Exercise goal. Nothing other than an exact copy of the records should be returned.

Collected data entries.
· · · · ·
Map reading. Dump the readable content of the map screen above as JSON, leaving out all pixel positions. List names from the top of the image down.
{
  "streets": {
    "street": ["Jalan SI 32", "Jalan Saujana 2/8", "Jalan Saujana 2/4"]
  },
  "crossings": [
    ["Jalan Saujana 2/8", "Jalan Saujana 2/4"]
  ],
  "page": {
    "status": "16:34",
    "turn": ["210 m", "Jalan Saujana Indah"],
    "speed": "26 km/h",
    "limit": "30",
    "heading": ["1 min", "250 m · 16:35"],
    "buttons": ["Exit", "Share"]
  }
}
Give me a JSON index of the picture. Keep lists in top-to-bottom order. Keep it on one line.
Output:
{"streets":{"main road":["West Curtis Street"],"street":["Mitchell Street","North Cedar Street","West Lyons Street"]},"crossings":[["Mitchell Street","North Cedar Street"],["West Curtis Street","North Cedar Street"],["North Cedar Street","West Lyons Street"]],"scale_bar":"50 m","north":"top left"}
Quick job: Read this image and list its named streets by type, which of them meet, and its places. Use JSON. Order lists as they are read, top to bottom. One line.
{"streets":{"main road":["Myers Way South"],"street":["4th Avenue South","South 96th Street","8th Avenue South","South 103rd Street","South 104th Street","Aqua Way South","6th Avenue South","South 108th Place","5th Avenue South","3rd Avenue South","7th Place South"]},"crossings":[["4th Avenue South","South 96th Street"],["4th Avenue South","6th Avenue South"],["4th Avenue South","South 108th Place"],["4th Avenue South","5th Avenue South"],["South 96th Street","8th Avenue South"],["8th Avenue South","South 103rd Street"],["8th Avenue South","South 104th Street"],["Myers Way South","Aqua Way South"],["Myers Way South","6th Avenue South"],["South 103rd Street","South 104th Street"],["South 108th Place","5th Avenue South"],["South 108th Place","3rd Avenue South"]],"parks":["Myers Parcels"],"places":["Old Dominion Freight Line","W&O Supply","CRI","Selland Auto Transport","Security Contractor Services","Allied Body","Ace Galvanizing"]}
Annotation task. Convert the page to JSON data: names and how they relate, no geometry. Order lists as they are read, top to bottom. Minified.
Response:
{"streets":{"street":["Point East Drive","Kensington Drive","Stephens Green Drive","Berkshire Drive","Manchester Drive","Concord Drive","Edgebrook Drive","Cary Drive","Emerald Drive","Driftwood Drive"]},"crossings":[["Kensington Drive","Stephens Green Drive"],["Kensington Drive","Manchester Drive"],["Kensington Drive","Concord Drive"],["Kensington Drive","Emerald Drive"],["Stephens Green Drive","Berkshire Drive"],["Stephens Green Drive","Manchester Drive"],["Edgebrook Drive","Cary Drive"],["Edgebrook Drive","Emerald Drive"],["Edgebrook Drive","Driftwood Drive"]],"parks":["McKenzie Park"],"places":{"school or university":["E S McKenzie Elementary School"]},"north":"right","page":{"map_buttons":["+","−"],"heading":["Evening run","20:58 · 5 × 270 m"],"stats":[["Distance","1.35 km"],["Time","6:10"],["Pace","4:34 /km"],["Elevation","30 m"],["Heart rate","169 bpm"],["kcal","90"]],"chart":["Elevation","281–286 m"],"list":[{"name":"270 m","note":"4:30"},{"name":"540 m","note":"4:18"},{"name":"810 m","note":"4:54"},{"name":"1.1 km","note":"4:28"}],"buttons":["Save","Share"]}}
· · · · ·
Answer box.
Map reading. Dump the readable content of the map screen above as JSON, leaving out all pixel positions. List names from the top of the image down.
{
  "streets": {
    "street": ["Jalan SI 32", "Jalan Saujana 2/8", "Jalan Saujana 2/4"]
  },
  "crossings": [
    ["Jalan Saujana 2/8", "Jalan Saujana 2/4"]
  ],
  "page": {
    "status": "16:34",
    "turn": ["210 m", "Jalan Saujana Indah"],
    "speed": "26 km/h",
    "limit": "30",
    "heading": ["1 min", "250 m · 16:35"],
    "buttons": ["Exit", "Share"]
  }
}
Give me a JSON index of the picture. Keep lists in top-to-bottom order. Keep it on one line.
Output:
{"streets":{"main road":["West Curtis Street"],"street":["Mitchell Street","North Cedar Street","West Lyons Street"]},"crossings":[["Mitchell Street","North Cedar Street"],["West Curtis Street","North Cedar Street"],["North Cedar Street","West Lyons Street"]],"scale_bar":"50 m","north":"top left"}
Quick job: Read this image and list its named streets by type, which of them meet, and its places. Use JSON. Order lists as they are read, top to bottom. One line.
{"streets":{"main road":["Myers Way South"],"street":["4th Avenue South","South 96th Street","8th Avenue South","South 103rd Street","South 104th Street","Aqua Way South","6th Avenue South","South 108th Place","5th Avenue South","3rd Avenue South","7th Place South"]},"crossings":[["4th Avenue South","South 96th Street"],["4th Avenue South","6th Avenue South"],["4th Avenue South","South 108th Place"],["4th Avenue South","5th Avenue South"],["South 96th Street","8th Avenue South"],["8th Avenue South","South 103rd Street"],["8th Avenue South","South 104th Street"],["Myers Way South","Aqua Way South"],["Myers Way South","6th Avenue South"],["South 103rd Street","South 104th Street"],["South 108th Place","5th Avenue South"],["South 108th Place","3rd Avenue South"]],"parks":["Myers Parcels"],"places":["Old Dominion Freight Line","W&O Supply","CRI","Selland Auto Transport","Security Contractor Services","Allied Body","Ace Galvanizing"]}
Annotation task. Convert the page to JSON data: names and how they relate, no geometry. Order lists as they are read, top to bottom. Minified.
Response:
{"streets":{"street":["Point East Drive","Kensington Drive","Stephens Green Drive","Berkshire Drive","Manchester Drive","Concord Drive","Edgebrook Drive","Cary Drive","Emerald Drive","Driftwood Drive"]},"crossings":[["Kensington Drive","Stephens Green Drive"],["Kensington Drive","Manchester Drive"],["Kensington Drive","Concord Drive"],["Kensington Drive","Emerald Drive"],["Stephens Green Drive","Berkshire Drive"],["Stephens Green Drive","Manchester Drive"],["Edgebrook Drive","Cary Drive"],["Edgebrook Drive","Emerald Drive"],["Edgebrook Drive","Driftwood Drive"]],"parks":["McKenzie Park"],"places":{"school or university":["E S McKenzie Elementary School"]},"north":"right","page":{"map_buttons":["+","−"],"heading":["Evening run","20:58 · 5 × 270 m"],"stats":[["Distance","1.35 km"],["Time","6:10"],["Pace","4:34 /km"],["Elevation","30 m"],["Heart rate","169 bpm"],["kcal","90"]],"chart":["Elevation","281–286 m"],"list":[{"name":"270 m","note":"4:30"},{"name":"540 m","note":"4:18"},{"name":"810 m","note":"4:54"},{"name":"1.1 km","note":"4:28"}],"buttons":["Save","Share"]}}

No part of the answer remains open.